:: Task description ::
Print the entries below word for word; the pictures stay out of your copy.

:: Working data ::
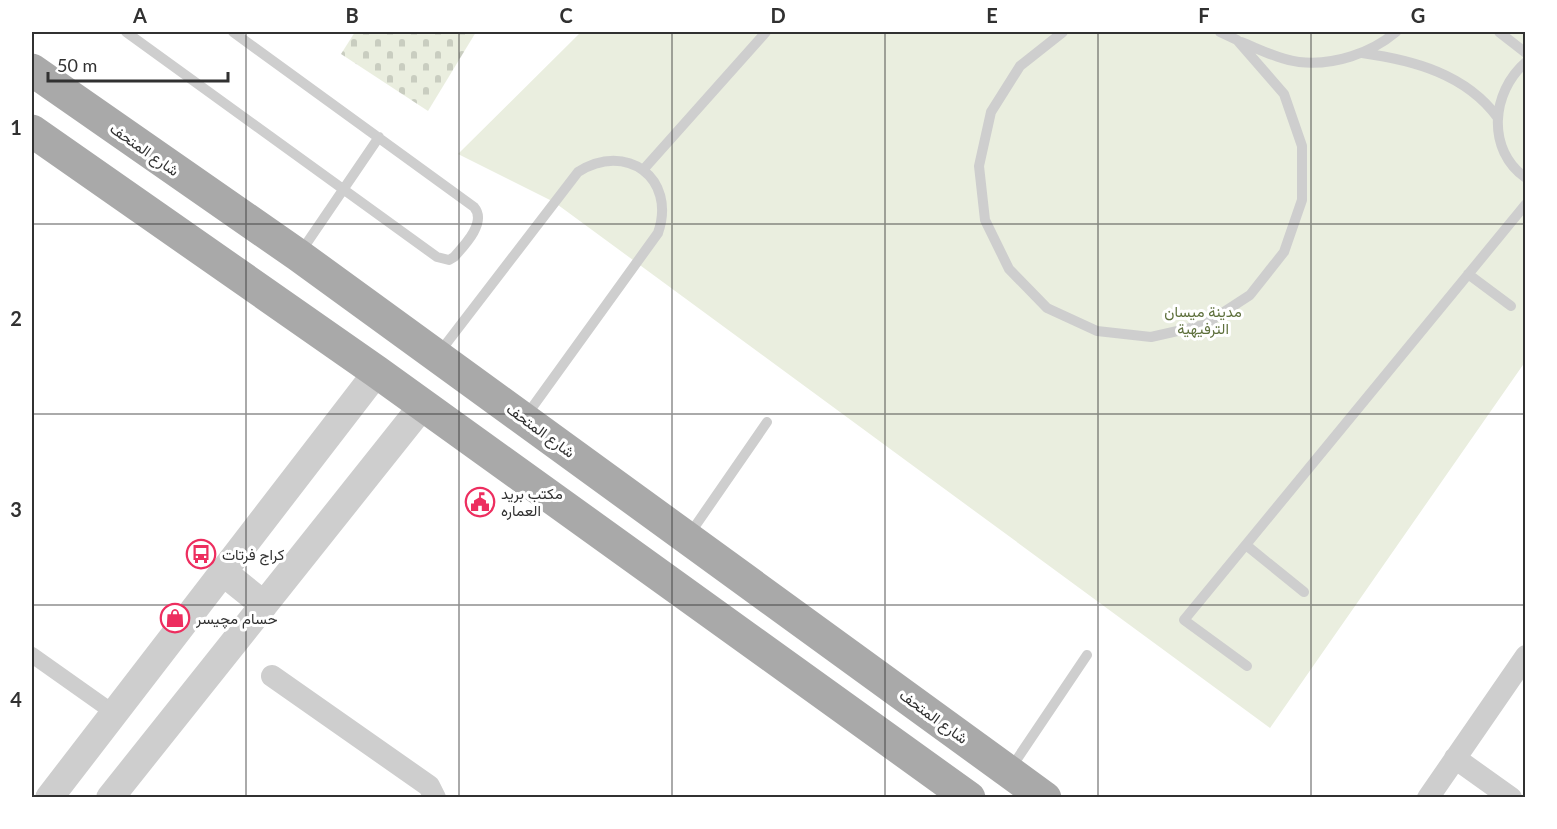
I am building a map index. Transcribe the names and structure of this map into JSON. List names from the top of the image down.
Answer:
{
  "streets": {
    "main road": ["شارع المتحف"]
  },
  "parks": ["مدينة ميسان الترفيهية"],
  "places": {
    "public building": ["مكتب بريد العماره"],
    "bus stop": ["كراج فرتات"],
    "shop": ["حسام مچيسر"]
  },
  "scale_bar": "50 m",
  "grid": {
    "columns": [
      "A",
      "B",
      "C",
      "D",
      "E",
      "F",
      "G"
    ],
    "rows": [
      "1",
      "2",
      "3",
      "4"
    ]
  }
}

:: Result of this exercise ::
I am building a map index. Transcribe the names and structure of this map into JSON. List names from the top of the image down.
Answer:
{
  "streets": {
    "main road": ["شارع المتحف"]
  },
  "parks": ["مدينة ميسان الترفيهية"],
  "places": {
    "public building": ["مكتب بريد العماره"],
    "bus stop": ["كراج فرتات"],
    "shop": ["حسام مچيسر"]
  },
  "scale_bar": "50 m",
  "grid": {
    "columns": [
      "A",
      "B",
      "C",
      "D",
      "E",
      "F",
      "G"
    ],
    "rows": [
      "1",
      "2",
      "3",
      "4"
    ]
  }
}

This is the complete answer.